FLECHES

Les flèches, en métal creux, renferment un certain volume d'eau. Fixées face à des repères, elles sont ensuite abandonnées... à leur propre vie.
Elles se déplacent en fonction de la variation de la température.
Elles sont incontrôlables, bougent seules, pointant dans un jeu de hasard différents éléments.
La flèche se trouve, par exemple, face à une graduation alternant les mots OUI et NON, ou encore désigne une série de chaussures d'enfants. À un degré près, tel élément est indexé plutôt que tel autre. Notre destin, nos rencontres, le jeu de la vie ne se jouent-ils pas de manière aussi hasardeuse ?
Ces ouvres peuvent également susciter la participation du public. Le spectateur doit placer en face des flèches des objets (oufs, livres, aimants).
En quelques secondes elles peuvent varier, démontrant l'impossibilité de fixer les éléments de notre monde dans un équilibre parfait.

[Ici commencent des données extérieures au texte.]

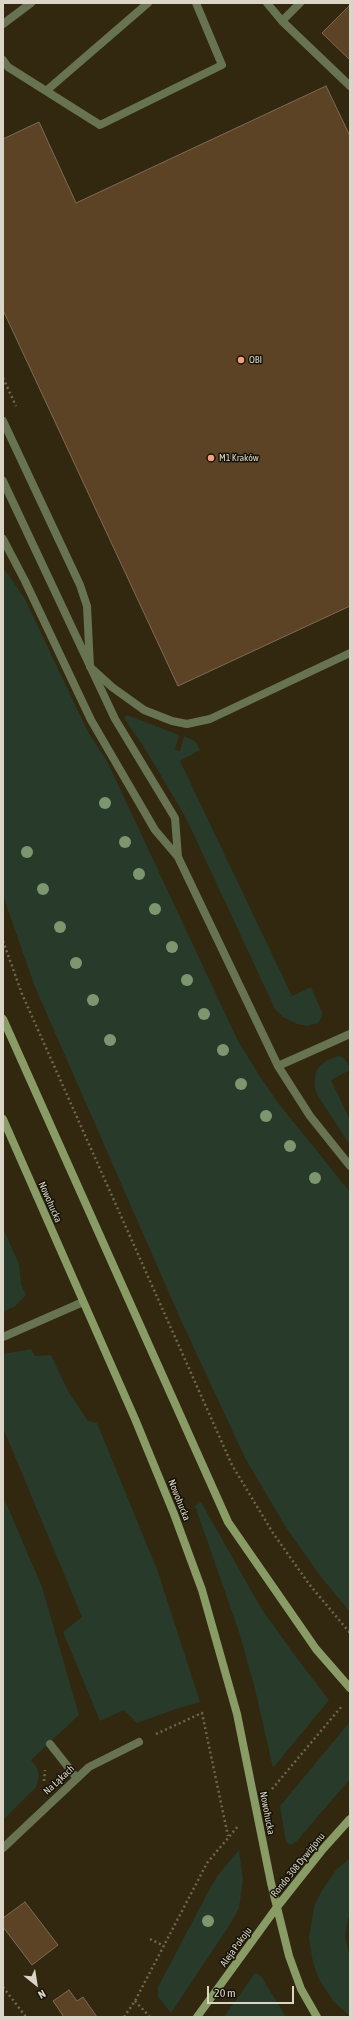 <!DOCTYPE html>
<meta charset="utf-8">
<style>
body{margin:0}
#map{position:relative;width:353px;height:2020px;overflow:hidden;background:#31280f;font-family:"Asap Condensed",sans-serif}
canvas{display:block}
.frame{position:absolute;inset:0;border:4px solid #dad5c6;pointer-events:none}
.north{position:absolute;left:16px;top:1964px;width:40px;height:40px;-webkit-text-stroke:3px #151207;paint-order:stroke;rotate:150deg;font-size:11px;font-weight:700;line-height:16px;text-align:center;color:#dad5c6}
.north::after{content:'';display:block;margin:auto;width:14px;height:18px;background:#dad5c6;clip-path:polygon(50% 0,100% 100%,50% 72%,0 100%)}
.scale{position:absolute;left:207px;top:1986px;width:87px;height:18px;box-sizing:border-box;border:2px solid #dad5c6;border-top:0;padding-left:5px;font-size:12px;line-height:14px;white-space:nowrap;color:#dad5c6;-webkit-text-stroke:3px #151207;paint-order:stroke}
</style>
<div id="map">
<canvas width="353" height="2020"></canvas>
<div class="frame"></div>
<div class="north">N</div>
<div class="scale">20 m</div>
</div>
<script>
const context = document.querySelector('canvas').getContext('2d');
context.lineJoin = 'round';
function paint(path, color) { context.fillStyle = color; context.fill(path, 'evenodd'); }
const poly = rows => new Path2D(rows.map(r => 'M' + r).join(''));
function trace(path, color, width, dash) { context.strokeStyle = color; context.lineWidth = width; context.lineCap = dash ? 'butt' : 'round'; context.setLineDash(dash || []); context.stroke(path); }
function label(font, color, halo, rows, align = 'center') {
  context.font = font + ' "Asap Condensed",sans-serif'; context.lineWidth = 3; context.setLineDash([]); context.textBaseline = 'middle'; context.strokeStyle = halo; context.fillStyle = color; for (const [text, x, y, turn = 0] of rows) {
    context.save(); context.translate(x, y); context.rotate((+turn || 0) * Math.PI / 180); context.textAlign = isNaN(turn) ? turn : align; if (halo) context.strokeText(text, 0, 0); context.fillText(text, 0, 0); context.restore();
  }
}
paint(poly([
 [3,567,25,599,88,732,107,761,238,1041,261,1078,279,1104,350,1192,350,1612,321,1577,285,1526,245,1458,180,1318,35,987,3,896],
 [127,715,179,735,175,750,180,751,184,736,196,742,200,750,180,761,292,996,311,987,322,1012,322,1017,318,1023,307,1026,297,1024,283,1017,275,1009,186,818,144,747,124,718],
 [338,1056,344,1058,350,1068,350,1070,331,1080,350,1120,350,1145,318,1096,314,1086,316,1072,319,1067,326,1061],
 [3,1228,19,1264,21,1284,26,1295,14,1307,3,1312],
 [31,1349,35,1356,51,1355,68,1391,88,1421,97,1423,158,1572,200,1702,176,1709,137,1723,124,1710,100,1721,63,1632,82,1617,3,1428,3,1354],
 [3,1496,42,1587,79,1715,31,1760,37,1768,39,1777,36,1787,3,1820],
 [201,1502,261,1608,296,1657,329,1700,273,1768,255,1689,239,1632,195,1506],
 [349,1723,350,1779,296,1842,290,1845,286,1842,280,1806],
 [239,1850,243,1880,239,1908,229,1926,171,2013,158,1997,158,1987,208,1892,218,1875],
 [350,1858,350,1914,347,1923,345,1938,350,1957,350,2016,333,2001,319,1979,313,1963,309,1938,314,1907,321,1892,335,1871],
 [255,1973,261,1976,286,2017,224,2017]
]), '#283a29');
const building = poly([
 [350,5,350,60,322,33,350,5],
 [326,86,350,136,350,606,178,686,3,310,3,139,39,122,76,203,326,86],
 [25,1902,58,1945,32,1965,3,1927,3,1918,25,1902],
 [69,1990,77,2001,83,1997,97,2017,64,2017,53,2001,69,1990]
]);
paint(building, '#5c4326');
trace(building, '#7f6a55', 1);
trace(poly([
 [3,378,16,406],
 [3,941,22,994,232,1465,273,1533,309,1584,350,1633],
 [156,1734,202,1713,228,1836],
 [44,1781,45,1770],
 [272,1789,342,1706],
 [150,1939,164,1946],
 [3,1987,26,2017],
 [135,2001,150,2017],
 [124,2017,135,2001,207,1863,239,1825]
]), '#6e6651', 2.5, [2, 3]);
trace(poly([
 [267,3,282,21,300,3],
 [282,21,350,86],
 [3,24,31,3],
 [3,60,8,67,100,125,222,65,196,3],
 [46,91,148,3],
 [3,421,80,585,87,606,90,667,112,687,144,710,172,721,187,724,210,719,350,653],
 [3,481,115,719,175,818,178,857],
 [3,539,25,581,91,720,155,830,178,857,278,1066,310,1116,350,1166],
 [278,1066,350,1034],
 [3,1337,83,1302],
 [50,1744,76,1777]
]), '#677351', 8);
trace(poly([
 [3,1848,89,1767,139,1742]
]), '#677351', 8);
trace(poly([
 [3,1019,228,1522,316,1649,350,1688],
 [3,1119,135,1419,174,1514,202,1590,237,1714,271,1883,289,1956,301,1989,317,2017],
 [197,2017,277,1907,323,1849,350,1819]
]), '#8a9c66', 8);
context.fillStyle = '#7e9670';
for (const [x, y] of [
 [105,803],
 [125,842],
 [27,852],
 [139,874],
 [43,889],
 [155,909],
 [60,927],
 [172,947],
 [76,963],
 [187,980],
 [93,1000],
 [204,1014],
 [110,1040],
 [223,1050],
 [241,1084],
 [266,1116],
 [290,1146],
 [315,1178],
 [208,1921]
]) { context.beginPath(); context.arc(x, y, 6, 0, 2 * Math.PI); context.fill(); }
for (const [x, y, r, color] of [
 [241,360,4,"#f2a080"],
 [211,458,4,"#f2a080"]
]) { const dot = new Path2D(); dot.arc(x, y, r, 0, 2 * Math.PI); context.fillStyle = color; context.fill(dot); trace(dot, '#151207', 1.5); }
label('10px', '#dad5c6', '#151207', [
 ["OBI",249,360],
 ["M1 Kraków",219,458]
], 'left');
label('10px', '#dad5c6', '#151207', [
 ["Nowohucka",50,1202,66],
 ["Nowohucka",179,1500,68],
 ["Na Łąkach",59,1780,-43],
 ["Nowohucka",267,1813,79],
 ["Rondo 308 Dywizjonu",298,1865,-51],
 ["Aleja Pokoju",236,1947,-54]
]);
</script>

Focus sur une oeuvre : La salle d'attente

La salle d'attente, 1994. Mobilier, métal, eau. 9 m². Collection de l'artiste.

 

"Invitation dans une pièce close"


Vous entrez dans une pièce où vous avez été préalablement convié par l'artiste. Vous savez qu'il va se dérouler quelque chose, que vous allez être le témoin d'une manifestation mais vous n'en connaissez pas la nature. Tout au moins, vous vous doutez qu'il s'agit d'une expérience artistique mais pour l'instant aucun signe extérieur ne peut laisser présager de la suite.

Dans la pièce, se trouve un mobilier, tout ce qu'il y a de plus classique. L'artiste vous invite à vous asseoir pour prendre un verre. Tout le monde est servi et vous commencez à parler de choses et d'autres. Au fur et à mesure que la discussion avance, la température de la pièce se réchauffe et le public semble voir s'opérer une transformation dans l'équilibre du mobilier de la pièce.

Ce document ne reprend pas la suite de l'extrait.